- HOW TO COMPLETE THIS TASK -
Search the data for the word "Ignacio". Reproduce every line where it is found.

┄┄┄┄┄┄

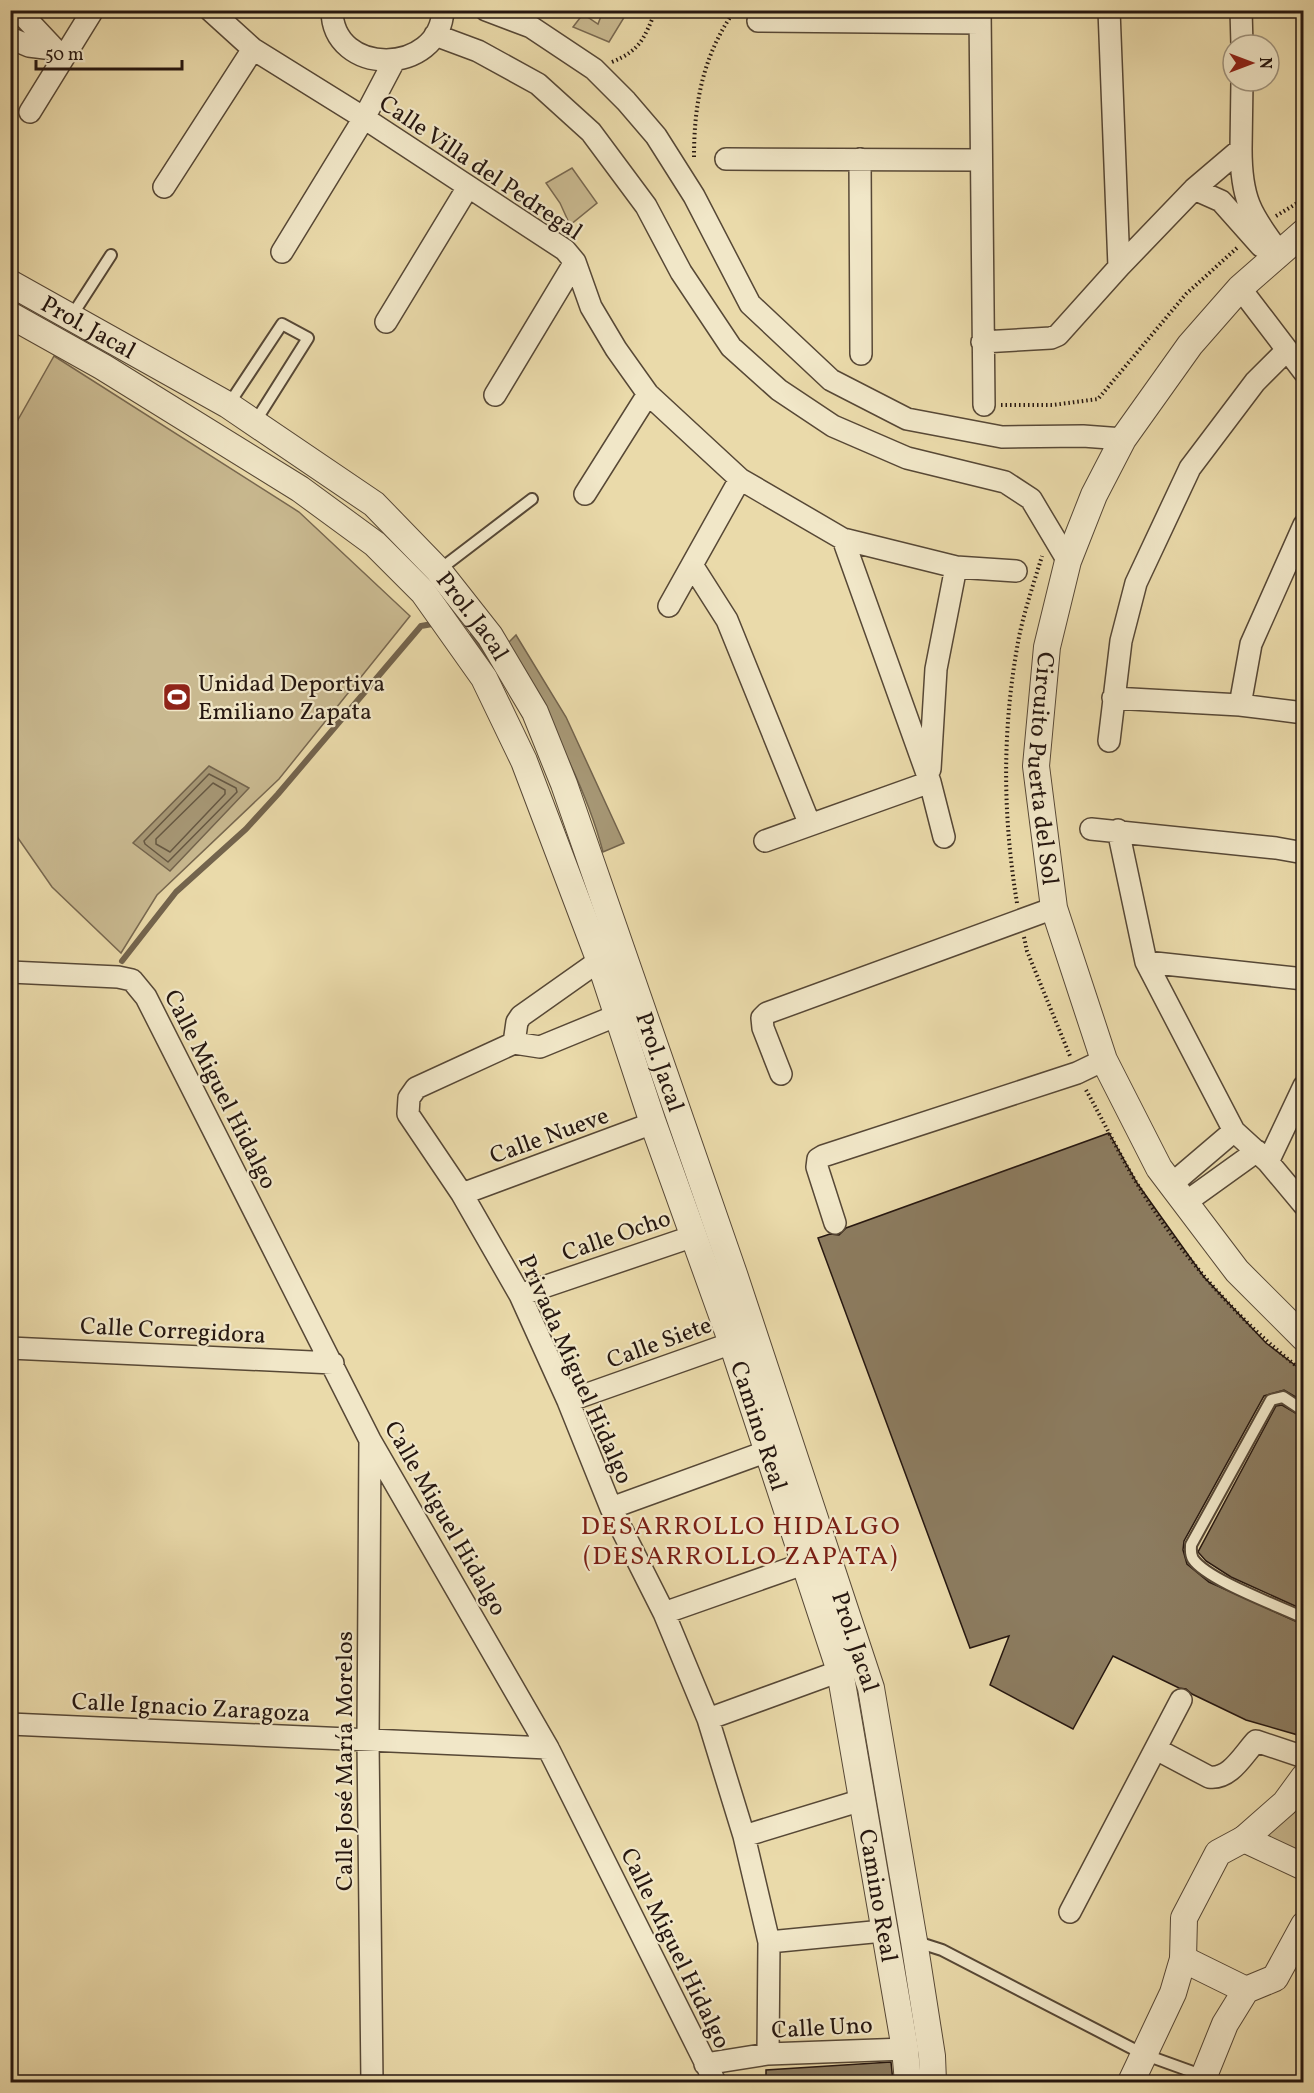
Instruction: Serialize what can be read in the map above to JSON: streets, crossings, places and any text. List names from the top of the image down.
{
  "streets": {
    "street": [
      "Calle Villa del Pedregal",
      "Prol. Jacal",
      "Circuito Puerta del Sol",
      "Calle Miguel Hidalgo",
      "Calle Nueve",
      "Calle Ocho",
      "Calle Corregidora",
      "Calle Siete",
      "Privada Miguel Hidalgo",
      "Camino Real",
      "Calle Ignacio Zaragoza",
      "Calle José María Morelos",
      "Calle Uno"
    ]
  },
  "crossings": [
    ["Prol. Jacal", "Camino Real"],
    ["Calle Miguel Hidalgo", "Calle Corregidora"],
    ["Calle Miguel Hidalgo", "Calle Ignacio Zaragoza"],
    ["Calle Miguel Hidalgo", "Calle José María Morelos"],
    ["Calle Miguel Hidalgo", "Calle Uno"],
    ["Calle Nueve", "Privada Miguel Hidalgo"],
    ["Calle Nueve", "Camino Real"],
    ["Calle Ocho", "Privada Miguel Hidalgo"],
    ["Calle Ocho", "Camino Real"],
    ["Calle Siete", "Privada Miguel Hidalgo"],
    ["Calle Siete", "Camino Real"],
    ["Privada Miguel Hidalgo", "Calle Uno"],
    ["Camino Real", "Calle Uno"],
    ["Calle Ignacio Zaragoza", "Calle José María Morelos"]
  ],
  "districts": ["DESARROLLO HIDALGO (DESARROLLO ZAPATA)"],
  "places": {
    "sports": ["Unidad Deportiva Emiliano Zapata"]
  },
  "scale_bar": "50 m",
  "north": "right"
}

┄┄┄┄┄┄

- ANSWER -
      "Calle Ignacio Zaragoza",
    ["Calle Miguel Hidalgo", "Calle Ignacio Zaragoza"],
    ["Calle Ignacio Zaragoza", "Calle José María Morelos"]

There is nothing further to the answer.